Martin Kidston

(Missoula Current) Looking to make subtle tweaks to the city's sidewalk subsidy program, Public Works on Wednesday unveiled recommendations that would reduce a property owner's cost of replacing a sidewalk while expanding the program to a wider number of property types.

The Missoula City Council in April directed Public Works to explore changes to the program after several council members sought to pass the program's entire cost on to all taxpayers to relieve an individual property owner's expense.

But hoping to avoid a sharp tax increase to pay for such a program, Public Works is now recommending other ways to continue the subsidy program while also reducing the cost to properties that need the work.

“These recommendations don't eliminate the assessment program, but they allow all or a portion of the assessment to be deferred until the sale of the home, and they allow new construction and smaller infill projects to participate in our subsidy programs,” said Jeremy Keene, director of Public Works.

Among other things, Keene said the recommendations would increase the threshold for payment deferrals on income-qualified properties from 80% to 120% of the area median income. They would also lower the threshold for high-assessment deferrals from $6,000 to $3,500.

The changes would also allow the subsidies to apply to single-family dwellings, duplexes and accessory dwelling units that have postponed their right-of-way improvements. As recommended, the program would cost $60,000, Keene said.

“It does a lot to eliminate some of the concerns we've heard, particularly around the higher assessment properties,” Keene said. “Right now the cap is $9,000. This allows anyone who gets that $9,000 assessment to defer all the portion of that between $3,500 and $9,000.”

The city's sidewalk program has undergone a number of changes over the last decade. Roughly 10 years ago, the property owner was responsible for 100% of the cost of a sidewalk abutting their property.

But when some property owners were left with bills as high as $34,000, the city created a new subsidy program. It capped a property owner's cost at $9,000 and provided them several payment options including eight- 12- or 20-year increments. It also offered a complete payment deferral that's repaid when the property sells or changes ownership.

“I think this addresses most of the concerns we hear when we do sidewalk projects,” said Keene. “We're recommending fairly minor tweaks to our sidewalk program.
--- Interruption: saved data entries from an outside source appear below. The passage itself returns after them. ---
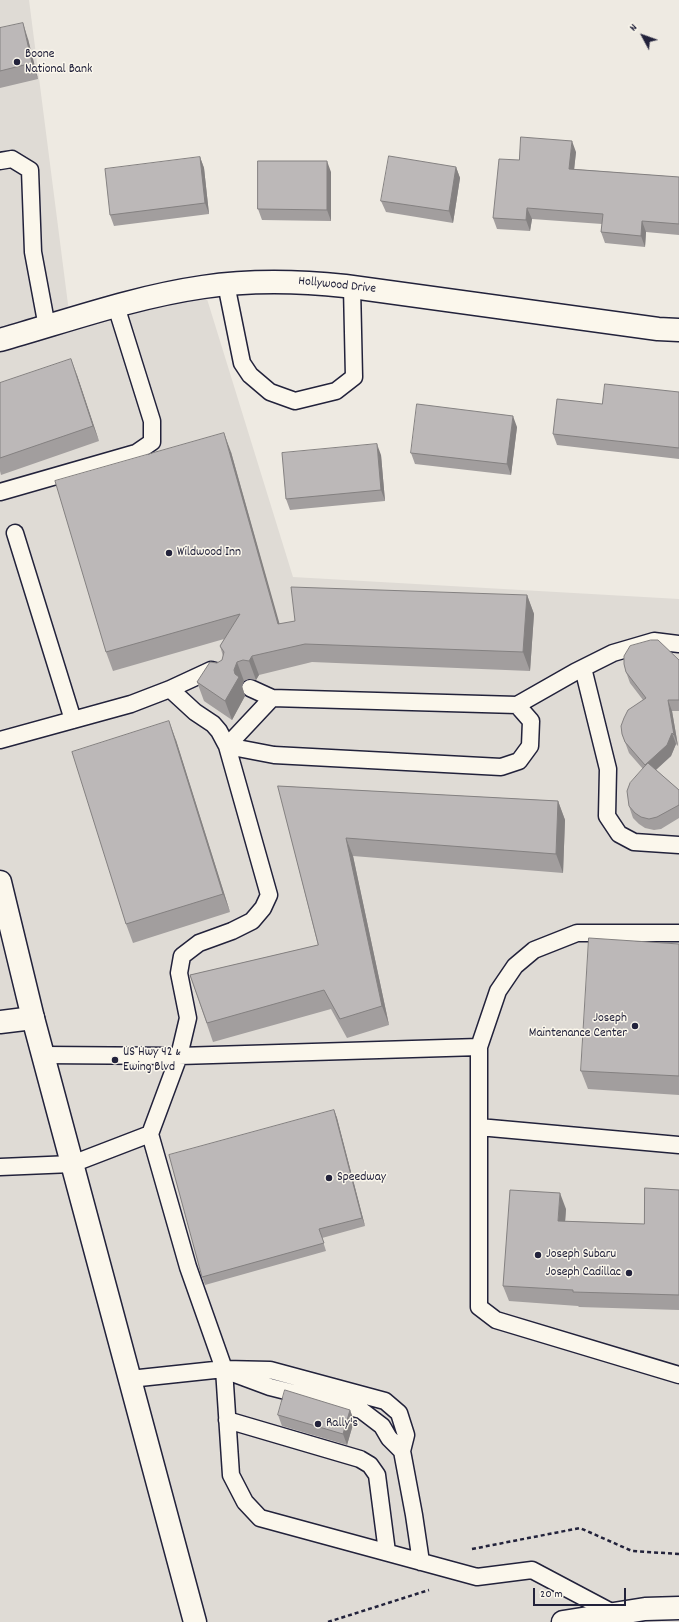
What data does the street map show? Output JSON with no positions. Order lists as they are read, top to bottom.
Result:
{
  "streets": {
    "main road": ["Hollywood Drive"]
  },
  "places": [
    "Boone National Bank",
    "Wildwood Inn",
    "Joseph Maintenance Center",
    "US Hwy 42 & Ewing Blvd",
    "Speedway",
    "Joseph Subaru",
    "Joseph Cadillac",
    "Rally's"
  ],
  "scale_bar": "20 m",
  "north": "top left"
}
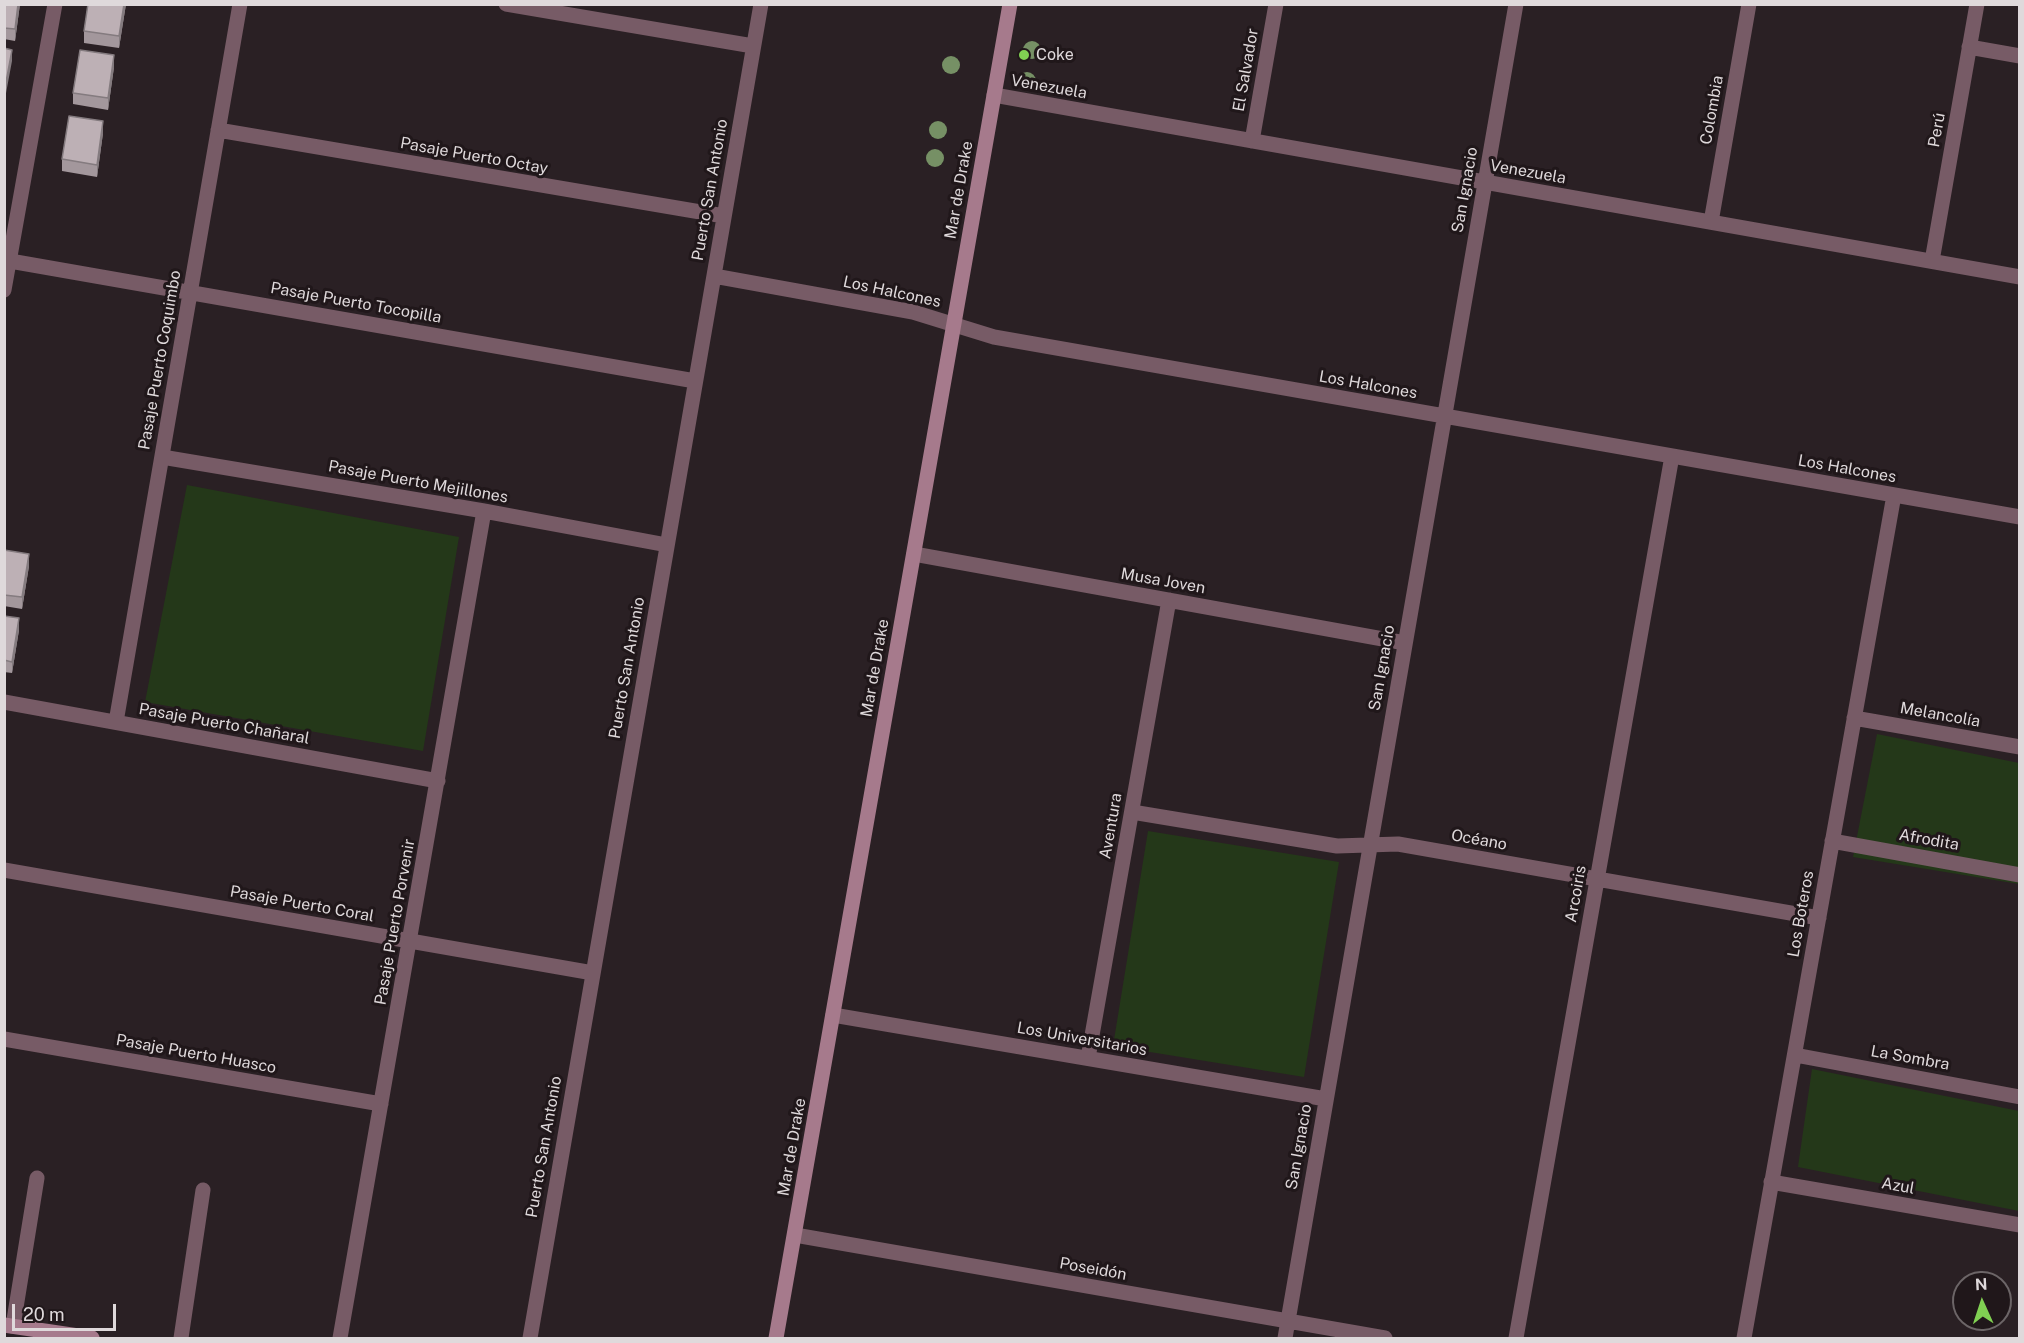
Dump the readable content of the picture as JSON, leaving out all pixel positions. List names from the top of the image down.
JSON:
{
  "streets": {
    "street": [
      "El Salvador",
      "Venezuela",
      "Colombia",
      "Perú",
      "Pasaje Puerto Octay",
      "Puerto San Antonio",
      "Mar de Drake",
      "San Ignacio",
      "Los Halcones",
      "Pasaje Puerto Tocopilla",
      "Pasaje Puerto Coquimbo",
      "Pasaje Puerto Mejillones",
      "Musa Joven",
      "Melancolía",
      "Pasaje Puerto Chañaral",
      "Aventura",
      "Océano",
      "Afrodita",
      "Arcoiris",
      "Pasaje Puerto Coral",
      "Los Boteros",
      "Pasaje Puerto Porvenir",
      "Los Universitarios",
      "Pasaje Puerto Huasco",
      "La Sombra",
      "Azul",
      "Poseidón"
    ]
  },
  "crossings": [
    ["El Salvador", "Venezuela"],
    ["Venezuela", "Colombia"],
    ["Venezuela", "Perú"],
    ["Venezuela", "Mar de Drake"],
    ["Venezuela", "San Ignacio"],
    ["Pasaje Puerto Octay", "Puerto San Antonio"],
    ["Pasaje Puerto Octay", "Pasaje Puerto Coquimbo"],
    ["Puerto San Antonio", "Los Halcones"],
    ["Puerto San Antonio", "Pasaje Puerto Tocopilla"],
    ["Puerto San Antonio", "Pasaje Puerto Mejillones"],
    ["Puerto San Antonio", "Pasaje Puerto Coral"],
    ["Mar de Drake", "Los Halcones"],
    ["Mar de Drake", "Musa Joven"],
    ["Mar de Drake", "Los Universitarios"],
    ["Mar de Drake", "Poseidón"],
    ["San Ignacio", "Los Halcones"],
    ["San Ignacio", "Musa Joven"],
    ["San Ignacio", "Océano"],
    ["San Ignacio", "Los Universitarios"],
    ["San Ignacio", "Poseidón"],
    ["Los Halcones", "Arcoiris"],
    ["Los Halcones", "Los Boteros"],
    ["Pasaje Puerto Tocopilla", "Pasaje Puerto Coquimbo"],
    ["Pasaje Puerto Coquimbo", "Pasaje Puerto Mejillones"],
    ["Pasaje Puerto Coquimbo", "Pasaje Puerto Chañaral"],
    ["Pasaje Puerto Mejillones", "Pasaje Puerto Porvenir"],
    ["Musa Joven", "Aventura"],
    ["Melancolía", "Los Boteros"],
    ["Pasaje Puerto Chañaral", "Pasaje Puerto Porvenir"],
    ["Aventura", "Océano"],
    ["Aventura", "Los Universitarios"],
    ["Océano", "Arcoiris"],
    ["Océano", "Los Boteros"],
    ["Afrodita", "Los Boteros"],
    ["Pasaje Puerto Coral", "Pasaje Puerto Porvenir"],
    ["Los Boteros", "La Sombra"],
    ["Los Boteros", "Azul"],
    ["Pasaje Puerto Porvenir", "Pasaje Puerto Huasco"]
  ],
  "places": ["Coke"],
  "scale_bar": "20 m",
  "north": "top"
}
If the council wants go a different direction and fund the entire program and not use assessments, that's different than our recommendations.”

On a 10-1 vote in April, City Council directed staff to to explore a policy that considered the impacts of fully funding all sidewalk replacements, or other funding options that addressed the high cost of current assessments.

While the recommendations haven't been adopted by City Council, members expressed some support for the proposed changes.

“I think what we're seeing from the sidewalk program is staff's recommendation on how we continue to move forward with our sidewalk program without compromising the number of miles we do of sidewalks,” said council member Mirtha Becerra. “It sticks with the program we have so we can continue to have sidewalks in our community and not have to increase property taxes significantly. If we want to deviate from that, we'll need to work on a different path.”